Binary operation in graph theory

The king's graph, a strong product of two path graphs

In graph theory, the strong product is a way of combining two graphs to make a larger graph. Two vertices are adjacent in the strong product when they come from pairs of vertices in the factor graphs that are either adjacent or identical. The strong product is one of several different graph product operations that have been studied in graph theory. The strong product of any two graphs can be constructed as the union of two other products of the same two graphs, the Cartesian product of graphs and the tensor product of graphs.

An example of a strong product is the king's graph, the graph of moves of a chess king on a chessboard, which can be constructed as a strong product of path graphs. Decompositions of planar graphs and related graph classes into strong products have been used as a central tool to prove many other results about these graphs.

Care should be exercised when encountering the term strong product in the literature, since it has also been used to denote the tensor product of graphs.

==Definition and example==
The strong product G ⊠ H of graphs G and H is a graph such that
the vertex set of G ⊠ H is the Cartesian product V(G) × V(H); and
distinct vertices (u,u' ) and (v,v' ) are adjacent in G ⊠ H if and only if:
 u = v and u' is adjacent to v', or
 u' = v' and u is adjacent to v, or
 u is adjacent to v and u' is adjacent to v'.
It is the union of the Cartesian product and the tensor product.
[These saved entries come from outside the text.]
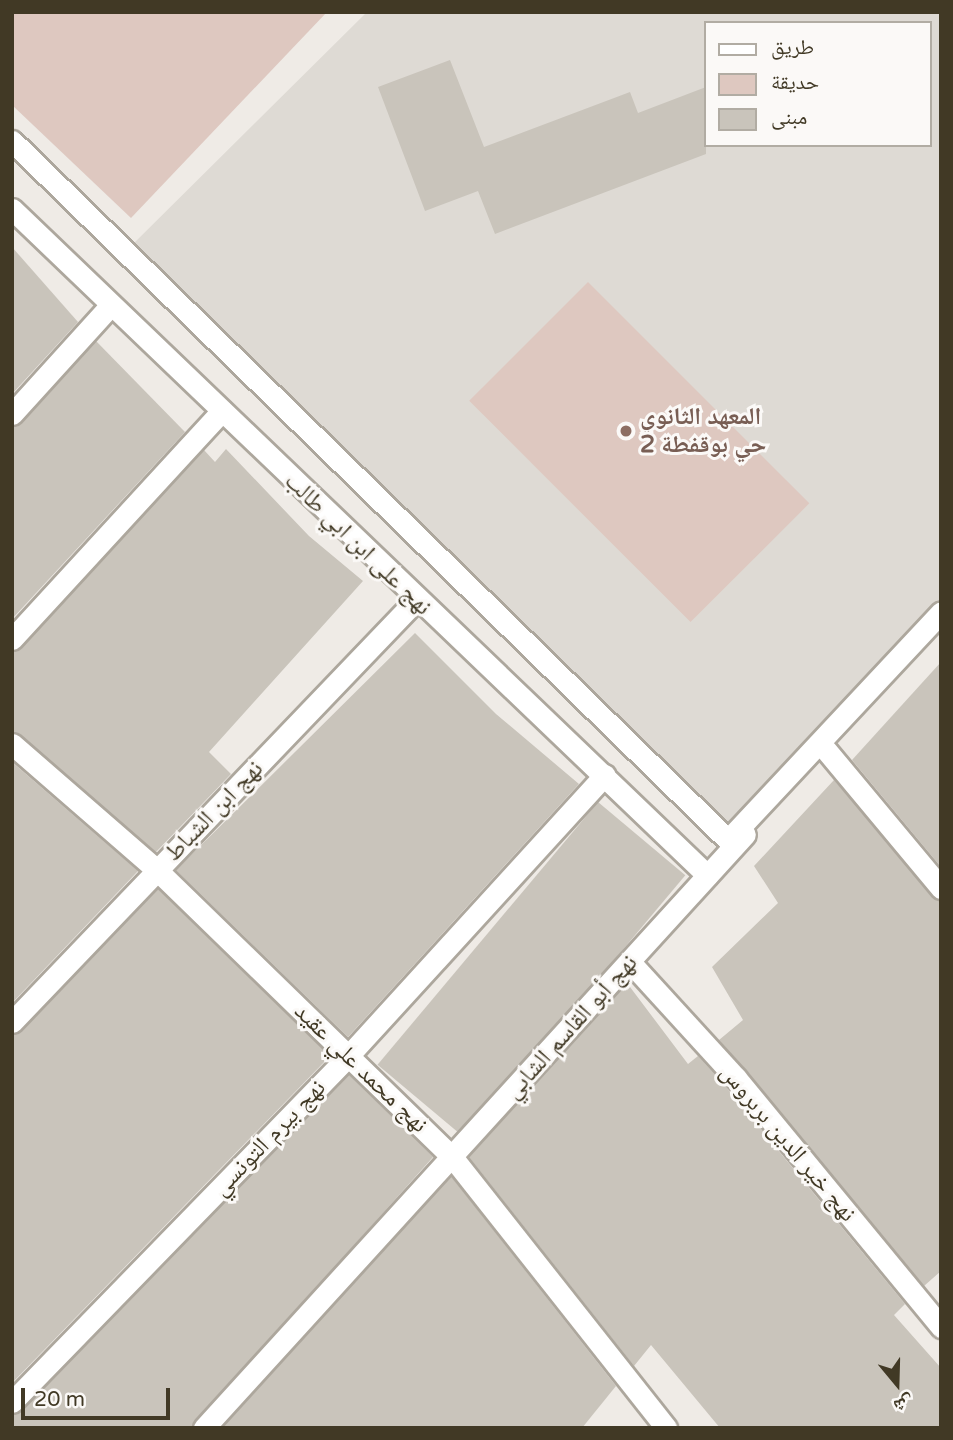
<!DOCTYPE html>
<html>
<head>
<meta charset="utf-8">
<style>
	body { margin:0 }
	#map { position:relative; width:953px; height:1440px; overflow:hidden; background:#efebe6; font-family:"Varela Round","Noto Naskh Arabic",sans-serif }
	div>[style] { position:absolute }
	.built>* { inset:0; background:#dedad4 }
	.green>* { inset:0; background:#dec8c0; transform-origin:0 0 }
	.building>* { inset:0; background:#c9c4bb; transform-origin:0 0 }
	.roads { filter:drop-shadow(2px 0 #ada79d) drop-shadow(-2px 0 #ada79d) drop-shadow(0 2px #ada79d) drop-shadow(0 -2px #ada79d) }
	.minor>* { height:21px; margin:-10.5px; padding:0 10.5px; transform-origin:10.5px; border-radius:10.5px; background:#fff }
	.dots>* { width:19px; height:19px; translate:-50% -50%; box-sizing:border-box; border:4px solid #fbf9f7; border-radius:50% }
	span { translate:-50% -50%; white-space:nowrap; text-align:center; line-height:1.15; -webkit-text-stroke:6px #fbf9f7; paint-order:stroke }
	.education-label { font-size:24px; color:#785e54; font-weight:700 }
	.left { translate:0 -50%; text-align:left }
	.street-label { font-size:24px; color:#413925 }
	.frame { position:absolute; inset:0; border:14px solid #413925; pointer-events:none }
	.legend { position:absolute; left:704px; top:21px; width:228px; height:126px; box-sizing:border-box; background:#fbf9f7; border:2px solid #b1aca3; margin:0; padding:9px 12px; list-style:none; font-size:21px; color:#413925 }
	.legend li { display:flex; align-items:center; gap:14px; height:35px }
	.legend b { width:35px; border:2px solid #b1aca3 }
	.north { position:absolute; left:862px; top:1349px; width:70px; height:70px; -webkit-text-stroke:5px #fbf9f7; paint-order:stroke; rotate:161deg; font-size:19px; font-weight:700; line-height:28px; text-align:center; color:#413925 }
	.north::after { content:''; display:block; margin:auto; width:24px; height:32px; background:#413925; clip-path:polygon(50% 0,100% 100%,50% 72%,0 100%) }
	.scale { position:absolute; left:21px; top:1388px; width:149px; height:32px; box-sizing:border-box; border:4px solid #413925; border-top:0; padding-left:9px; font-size:21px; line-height:24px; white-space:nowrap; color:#413925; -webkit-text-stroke:5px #fbf9f7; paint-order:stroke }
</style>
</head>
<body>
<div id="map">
	<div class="built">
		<div style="clip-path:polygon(evenodd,367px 12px,941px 12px,941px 612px,728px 840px,128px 249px,367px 12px,706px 23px,930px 23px,930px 145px,706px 145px,706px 23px)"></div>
	</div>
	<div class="green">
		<div style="clip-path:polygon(12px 12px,327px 12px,131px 218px,12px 105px)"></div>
		<div style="left:588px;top:282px;width:313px;height:168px;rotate:45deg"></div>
	</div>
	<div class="building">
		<div style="clip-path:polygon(450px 60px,484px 147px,630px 92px,638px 113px,706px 87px,706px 154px,495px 234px,478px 191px,425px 211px,378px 87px)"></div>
		<div style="clip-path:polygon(12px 247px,78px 322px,12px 394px)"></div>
		<div style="clip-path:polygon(96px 341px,185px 432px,12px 619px,12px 427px)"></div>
		<div style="clip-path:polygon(226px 449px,309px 536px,363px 581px,209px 752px,231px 774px,156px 852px,12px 731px,12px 652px,204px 450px,215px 462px)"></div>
		<div style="clip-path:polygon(415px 633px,496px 714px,579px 784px,348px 1037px,176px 870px)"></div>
		<div style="clip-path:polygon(941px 662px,941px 867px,852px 760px)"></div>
		<div style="clip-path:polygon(12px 762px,138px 871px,12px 1003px)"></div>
		<div style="clip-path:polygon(834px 780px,941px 901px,941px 1271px,924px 1286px,719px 1040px,743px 1020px,712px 967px,778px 903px,754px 866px)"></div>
		<div style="left:598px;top:802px;width:114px;height:343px;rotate:40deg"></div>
		<div style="clip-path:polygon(158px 889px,330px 1056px,12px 1383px,12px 1035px)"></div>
		<div style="clip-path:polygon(627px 983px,688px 1064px,698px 1056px,726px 1087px,905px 1304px,894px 1315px,941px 1368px,941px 1428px,720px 1428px,651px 1345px,634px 1366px,469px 1157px)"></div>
		<div style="clip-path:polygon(348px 1074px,433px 1157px,191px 1428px,12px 1428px,12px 1415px)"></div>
		<div style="clip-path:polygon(451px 1176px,616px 1386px,582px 1428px,222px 1428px)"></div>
	</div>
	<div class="roads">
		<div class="minor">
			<div style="left:12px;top:141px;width:1001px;rotate:44.31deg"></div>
			<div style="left:728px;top:840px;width:312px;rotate:-46.9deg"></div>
			<div style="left:12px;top:209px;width:963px;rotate:43.78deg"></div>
			<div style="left:12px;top:414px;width:147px;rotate:-47.8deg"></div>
			<div style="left:12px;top:639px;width:310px;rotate:-47.4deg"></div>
			<div style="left:12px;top:744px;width:192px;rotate:41deg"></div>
			<div style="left:157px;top:870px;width:413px;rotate:44.2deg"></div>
			<div style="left:453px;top:1158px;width:344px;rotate:51.7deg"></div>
			<div style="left:826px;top:750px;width:180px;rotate:50.2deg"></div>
			<div style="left:630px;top:962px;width:157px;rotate:47.6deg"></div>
			<div style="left:736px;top:1078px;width:323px;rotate:50.5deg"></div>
			<div style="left:12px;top:1022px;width:584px;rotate:-46.25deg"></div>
			<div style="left:12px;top:1402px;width:484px;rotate:-45.8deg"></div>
			<div style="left:349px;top:1055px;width:379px;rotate:-47.6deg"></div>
			<div style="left:204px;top:1428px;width:803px;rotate:-47.67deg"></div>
		</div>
	</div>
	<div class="dots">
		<div style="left:626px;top:431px;background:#8d6e63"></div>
	</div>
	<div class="education-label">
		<span class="left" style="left:640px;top:431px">المعهد الثانوي<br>حي بوقفطة 2</span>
	</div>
	<div class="street-label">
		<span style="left:358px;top:544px;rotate:44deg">نهج على ابن ابي طالب</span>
		<span style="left:214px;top:811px;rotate:-46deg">نهج ابن الشباط</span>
		<span style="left:571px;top:1027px;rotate:-48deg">نهج أبو القاسم الشابي</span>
		<span style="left:361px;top:1068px;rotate:44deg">نهج محمد علي عقيد</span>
		<span style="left:269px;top:1138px;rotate:-46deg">نهج بيرم التونسي</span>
		<span style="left:788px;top:1143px;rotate:50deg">نهج خير الدين بربروس</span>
	</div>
	<div class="frame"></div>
	<ul class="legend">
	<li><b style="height:9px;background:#fff"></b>طريق</li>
	<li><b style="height:19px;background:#dec8c0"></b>حديقة</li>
	<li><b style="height:19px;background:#c9c4bb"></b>مبنى</li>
	</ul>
	<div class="north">ش</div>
	<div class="scale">20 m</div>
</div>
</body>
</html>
For example, the king's graph, a graph whose vertices are squares of a chessboard and whose edges represent possible moves of a chess king, is a strong product of two path graphs. Its horizontal edges come from the Cartesian product, and its diagonal edges come from the tensor product of the same two paths. Together, these two kinds of edges make up the entire strong product.

==Properties and applications==
Every planar graph is a subgraph of a strong product of a path and a graph of treewidth at most six. This result has been used to prove that planar graphs have bounded queue number, small universal graphs and concise adjacency labeling schemes, and bounded nonrepetitive chromatic number and centered chromatic number. This product structure can be found in linear time. Beyond planar graphs, extensions of these results have been proven for graphs of bounded genus, graphs with a forbidden minor that is an apex graph, bounded-degree graphs with any forbidden minor, and k-planar graphs.

The clique number of the strong product of any two graphs equals the product of the clique numbers of the two graphs. If two graphs both have bounded twin-width, and in addition one of them has bounded degree, then their strong product also has bounded twin-width.

A leaf power is a graph formed from the leaves of a tree by making two leaves adjacent when their distance in the tree is below some threshold $k$. If $G$ is a $k$-leaf power of a tree $T$, then $T$ can be found as a subgraph of a strong product of $G$ with a $k$-vertex cycle. This embedding has been used in recognition algorithms for leaf powers.

The strong product of a 7-vertex cycle graph and a 4-vertex complete graph, $C_7\boxtimes K_4$, has been suggested as a possibility for a 10-chromatic biplanar graph that would improve the known bounds on the Earth–Moon problem; another suggested example is the graph obtained by removing any vertex from $C_5\boxtimes K_4$. In both cases, the number of vertices in these graphs is more than 9 times the size of their largest independent set, implying that their chromatic number is at least 10. However, it is not known whether these graphs are biplanar.